The State of the Border

As the State of the Union approaches, I felt it was important to get a true and unfiltered “state of the border” from the great men and women of our Border Patrol (CBP). I was honored to join them — and my House colleague from Texas Dan Crenshaw — in the Rio Grande Valley (RGV) sector along our border this past week. The truth is that dangerous cartels exploiting our asylum laws increasingly control our borders even though we have the power to stop it.

What do we know? First, we know that along southern Texas in particular, the Gulf cartel controls illegal trafficking across the border. CBP estimates almost 400,000 individuals will cross our border this year in the RGV sector — of which close to 50 percent may not be apprehended. In many cases, agents will be alerted but not have the resources to apprehend the crossers — as the cartel runs a sophisticated, profit-driven operation to move them.

Each person who crosses pays a fee — a portion of which goes straight to the Gulf cartel, earning them well over $100 million in a year. Whatever the migrants or their families cannot afford, they end up having to “work off.” Indeed, even as we visited CBP, a stash house was discovered in Houston with 54 individuals who were being held hostage to pay off their “debt.”

Two 16-year-old boys I spoke to just a few yards from the Rio Grande explained how they had been held for a number of days to work to pay their way and slept in a park in Reynosa at night. When I asked them about girls who were traveling and whether they were forced into sex, they shuffled around and said not the girls they were with but some they knew in groups behind them. Some say the cartel protects girls to encourage more “for good business,” but even so, a large number are abused.

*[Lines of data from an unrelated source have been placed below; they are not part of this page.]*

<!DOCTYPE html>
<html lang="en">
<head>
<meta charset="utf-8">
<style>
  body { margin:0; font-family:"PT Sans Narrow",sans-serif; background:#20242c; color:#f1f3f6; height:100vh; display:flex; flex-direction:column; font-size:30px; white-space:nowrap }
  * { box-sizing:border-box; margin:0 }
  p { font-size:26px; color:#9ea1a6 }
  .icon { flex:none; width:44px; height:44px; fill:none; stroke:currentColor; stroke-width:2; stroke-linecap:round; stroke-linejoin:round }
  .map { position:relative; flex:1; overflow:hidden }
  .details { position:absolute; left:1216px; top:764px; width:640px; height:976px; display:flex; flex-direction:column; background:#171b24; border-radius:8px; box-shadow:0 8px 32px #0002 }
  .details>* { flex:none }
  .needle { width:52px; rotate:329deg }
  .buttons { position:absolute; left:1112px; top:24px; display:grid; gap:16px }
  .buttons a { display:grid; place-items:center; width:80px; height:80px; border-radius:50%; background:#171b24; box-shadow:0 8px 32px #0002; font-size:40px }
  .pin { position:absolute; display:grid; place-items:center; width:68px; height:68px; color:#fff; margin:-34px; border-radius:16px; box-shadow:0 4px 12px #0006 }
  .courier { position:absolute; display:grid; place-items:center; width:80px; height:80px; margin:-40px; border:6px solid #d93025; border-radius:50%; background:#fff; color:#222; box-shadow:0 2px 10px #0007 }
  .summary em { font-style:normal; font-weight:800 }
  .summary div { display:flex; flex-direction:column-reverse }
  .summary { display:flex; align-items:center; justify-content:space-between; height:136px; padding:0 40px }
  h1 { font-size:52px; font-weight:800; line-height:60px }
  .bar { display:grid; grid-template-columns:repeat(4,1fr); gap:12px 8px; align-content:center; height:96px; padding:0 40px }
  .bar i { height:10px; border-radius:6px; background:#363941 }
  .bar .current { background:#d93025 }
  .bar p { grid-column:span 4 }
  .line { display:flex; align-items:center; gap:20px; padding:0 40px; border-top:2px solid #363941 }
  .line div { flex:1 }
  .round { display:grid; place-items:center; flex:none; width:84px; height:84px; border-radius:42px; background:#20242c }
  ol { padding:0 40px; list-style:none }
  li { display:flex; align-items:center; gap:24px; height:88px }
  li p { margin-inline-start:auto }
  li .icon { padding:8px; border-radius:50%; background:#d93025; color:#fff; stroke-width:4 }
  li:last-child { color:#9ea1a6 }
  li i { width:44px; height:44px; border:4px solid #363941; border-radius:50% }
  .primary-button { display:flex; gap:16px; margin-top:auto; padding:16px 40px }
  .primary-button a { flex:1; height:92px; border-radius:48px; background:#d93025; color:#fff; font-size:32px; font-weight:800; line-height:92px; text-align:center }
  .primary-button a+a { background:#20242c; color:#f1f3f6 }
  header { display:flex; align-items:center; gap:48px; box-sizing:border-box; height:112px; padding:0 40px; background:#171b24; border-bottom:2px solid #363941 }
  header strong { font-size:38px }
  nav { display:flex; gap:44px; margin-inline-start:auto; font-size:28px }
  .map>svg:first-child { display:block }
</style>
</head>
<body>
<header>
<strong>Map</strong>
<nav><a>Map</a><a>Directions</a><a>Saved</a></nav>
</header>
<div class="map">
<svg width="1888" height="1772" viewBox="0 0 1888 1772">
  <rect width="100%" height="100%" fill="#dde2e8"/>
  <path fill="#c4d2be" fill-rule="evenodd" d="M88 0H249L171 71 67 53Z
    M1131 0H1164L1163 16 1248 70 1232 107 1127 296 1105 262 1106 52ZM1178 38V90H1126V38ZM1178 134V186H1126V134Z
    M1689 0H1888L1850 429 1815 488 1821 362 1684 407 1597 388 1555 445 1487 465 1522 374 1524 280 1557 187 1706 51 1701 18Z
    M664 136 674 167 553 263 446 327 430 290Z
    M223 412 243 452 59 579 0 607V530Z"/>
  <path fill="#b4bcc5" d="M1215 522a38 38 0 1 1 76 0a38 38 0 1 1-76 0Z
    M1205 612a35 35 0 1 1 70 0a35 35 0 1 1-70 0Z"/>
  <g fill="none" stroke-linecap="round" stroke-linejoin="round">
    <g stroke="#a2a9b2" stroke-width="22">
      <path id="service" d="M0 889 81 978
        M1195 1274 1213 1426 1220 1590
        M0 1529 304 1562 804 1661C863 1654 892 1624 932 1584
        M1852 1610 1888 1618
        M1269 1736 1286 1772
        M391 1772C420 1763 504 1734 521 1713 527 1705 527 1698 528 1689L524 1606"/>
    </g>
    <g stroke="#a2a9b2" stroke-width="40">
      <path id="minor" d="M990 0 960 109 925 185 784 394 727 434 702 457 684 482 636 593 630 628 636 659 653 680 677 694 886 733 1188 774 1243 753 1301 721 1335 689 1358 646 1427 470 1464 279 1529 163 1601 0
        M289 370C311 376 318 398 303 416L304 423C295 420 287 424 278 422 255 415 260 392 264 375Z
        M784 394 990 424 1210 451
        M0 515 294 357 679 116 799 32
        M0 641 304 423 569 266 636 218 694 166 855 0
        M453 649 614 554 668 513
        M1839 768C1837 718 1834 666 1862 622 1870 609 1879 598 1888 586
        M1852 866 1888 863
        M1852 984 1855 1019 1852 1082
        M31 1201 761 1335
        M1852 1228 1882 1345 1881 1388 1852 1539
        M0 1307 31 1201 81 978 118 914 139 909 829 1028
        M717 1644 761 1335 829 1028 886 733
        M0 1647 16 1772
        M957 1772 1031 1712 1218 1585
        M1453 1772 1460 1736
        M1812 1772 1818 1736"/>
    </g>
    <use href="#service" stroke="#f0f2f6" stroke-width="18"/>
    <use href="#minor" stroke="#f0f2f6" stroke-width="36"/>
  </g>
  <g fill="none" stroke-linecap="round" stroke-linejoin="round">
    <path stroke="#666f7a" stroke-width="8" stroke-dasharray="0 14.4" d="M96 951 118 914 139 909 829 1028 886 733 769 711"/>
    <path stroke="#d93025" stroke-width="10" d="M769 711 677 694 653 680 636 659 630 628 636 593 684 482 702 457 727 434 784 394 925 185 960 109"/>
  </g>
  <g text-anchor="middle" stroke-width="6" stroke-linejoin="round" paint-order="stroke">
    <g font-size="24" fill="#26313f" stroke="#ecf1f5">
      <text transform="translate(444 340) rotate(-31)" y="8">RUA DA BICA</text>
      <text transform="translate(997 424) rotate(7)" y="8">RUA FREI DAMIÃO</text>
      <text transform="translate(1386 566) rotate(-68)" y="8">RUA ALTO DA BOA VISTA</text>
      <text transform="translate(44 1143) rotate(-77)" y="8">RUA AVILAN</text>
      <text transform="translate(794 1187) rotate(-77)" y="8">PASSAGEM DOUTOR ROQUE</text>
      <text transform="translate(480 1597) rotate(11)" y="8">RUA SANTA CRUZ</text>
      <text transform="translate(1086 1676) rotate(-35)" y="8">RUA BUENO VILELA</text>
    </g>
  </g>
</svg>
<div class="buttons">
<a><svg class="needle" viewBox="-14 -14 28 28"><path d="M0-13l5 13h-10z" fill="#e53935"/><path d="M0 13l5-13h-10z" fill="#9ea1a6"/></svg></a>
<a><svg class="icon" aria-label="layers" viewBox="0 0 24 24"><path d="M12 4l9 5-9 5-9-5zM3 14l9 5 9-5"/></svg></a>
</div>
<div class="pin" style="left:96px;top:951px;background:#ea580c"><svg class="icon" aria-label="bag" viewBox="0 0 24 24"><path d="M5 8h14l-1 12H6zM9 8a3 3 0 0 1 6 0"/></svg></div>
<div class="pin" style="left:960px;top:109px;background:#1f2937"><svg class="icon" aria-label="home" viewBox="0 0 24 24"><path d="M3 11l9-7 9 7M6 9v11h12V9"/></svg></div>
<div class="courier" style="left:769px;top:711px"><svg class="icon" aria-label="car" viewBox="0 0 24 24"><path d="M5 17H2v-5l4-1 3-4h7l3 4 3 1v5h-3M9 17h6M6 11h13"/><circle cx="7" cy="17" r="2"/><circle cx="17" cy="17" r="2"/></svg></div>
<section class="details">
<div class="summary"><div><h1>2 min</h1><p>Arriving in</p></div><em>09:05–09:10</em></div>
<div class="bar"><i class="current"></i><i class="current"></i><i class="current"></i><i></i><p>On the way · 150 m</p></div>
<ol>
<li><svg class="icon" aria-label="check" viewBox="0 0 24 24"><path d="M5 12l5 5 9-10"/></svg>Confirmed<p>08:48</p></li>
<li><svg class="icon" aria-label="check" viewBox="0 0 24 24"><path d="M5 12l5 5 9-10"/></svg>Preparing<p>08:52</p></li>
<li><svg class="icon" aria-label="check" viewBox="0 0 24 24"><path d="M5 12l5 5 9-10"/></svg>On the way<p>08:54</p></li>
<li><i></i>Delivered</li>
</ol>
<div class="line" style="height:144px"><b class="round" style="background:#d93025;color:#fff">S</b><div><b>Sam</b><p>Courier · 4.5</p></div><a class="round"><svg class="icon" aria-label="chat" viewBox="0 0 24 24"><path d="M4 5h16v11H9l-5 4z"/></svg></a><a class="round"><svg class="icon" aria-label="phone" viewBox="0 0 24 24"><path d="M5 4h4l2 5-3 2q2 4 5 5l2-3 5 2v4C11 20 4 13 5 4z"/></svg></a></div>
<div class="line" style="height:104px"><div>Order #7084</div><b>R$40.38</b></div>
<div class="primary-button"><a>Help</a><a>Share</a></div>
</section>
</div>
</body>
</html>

Ironically, these people are generally leaving countries that are less dangerous than is Tamaulipas — the Mexican state directly across the river from the RGV, which is designated by our department of state as “Level 4,” a “no travel” state. There are routinely shoot-outs within earshot of our border, and thousands of pounds of narcotics — increasingly dangerous heroin and fentanyl — are trafficked, often using human trafficking as a distraction or a shield to move it, both at the ports of entry and between them.

But we can stop this. Because the second thing we know with some certainty is that fences and physical assets radically improve the ability of CBP to do its job. The data could not be more clear. In the Rio Grande Valley, there is significant fencing and physical infrastructure in the eastern section near Brownsville — but far less in the west, near McCallen, leaving the border in many areas wide open, with no access for Border Patrol, few cameras, and little fencing. It is of no surprise that 94 percent of the crossings in the RGV sector occur in the western portion, just as it is no surprise that the fencing along Southern California dropped apprehensions from over 500,000 in the mid 1990s to close to 30,000 now, and that fencing and increased assets have reduced apprehensions by close to 90 percent in Arizona and El Paso in the past as well.

Finally, all the security measures that we must put in place to stem the flow of drugs, people, and contraband will be absolutely futile if we do not immediately reform our asylum laws and ensure that we detain families fully intact, rather than being forced to choose, thanks to the decision of one federal judge, between family separation and “catch and release.” These broken and abused laws are empowering cartels, endangering migrants, and overrunning our hard-working and capable Border Patrol, which allows those same cartels to exploit vulnerabilities to move dangerous narcotics and even more people for profit.

This is the state of our border, despite the heroic efforts of our CBP in the face of a recalcitrant Congress that refuses to do its job. We are the most powerful and generous nation in the history of the world. We should act like it by securing our border. The Trump administration’s request for funding is fully in line with previous requests by the Department of Homeland Security, is consistent with laws previously passed by Congress including the Secure Fence Act, and is a common-sense first step toward border security. It would fund 234 miles of fencing, 75 judges, 50,000-plus beds, over 1,000 additional Border Patrol agents, $600 million in humanitarian relief, and otherwise carry out the basics of the job. We should take these simple steps immediately — and then get busy fixing asylum and reducing the power of the cartels, to protect both our citizens and the migrants who seek to come here.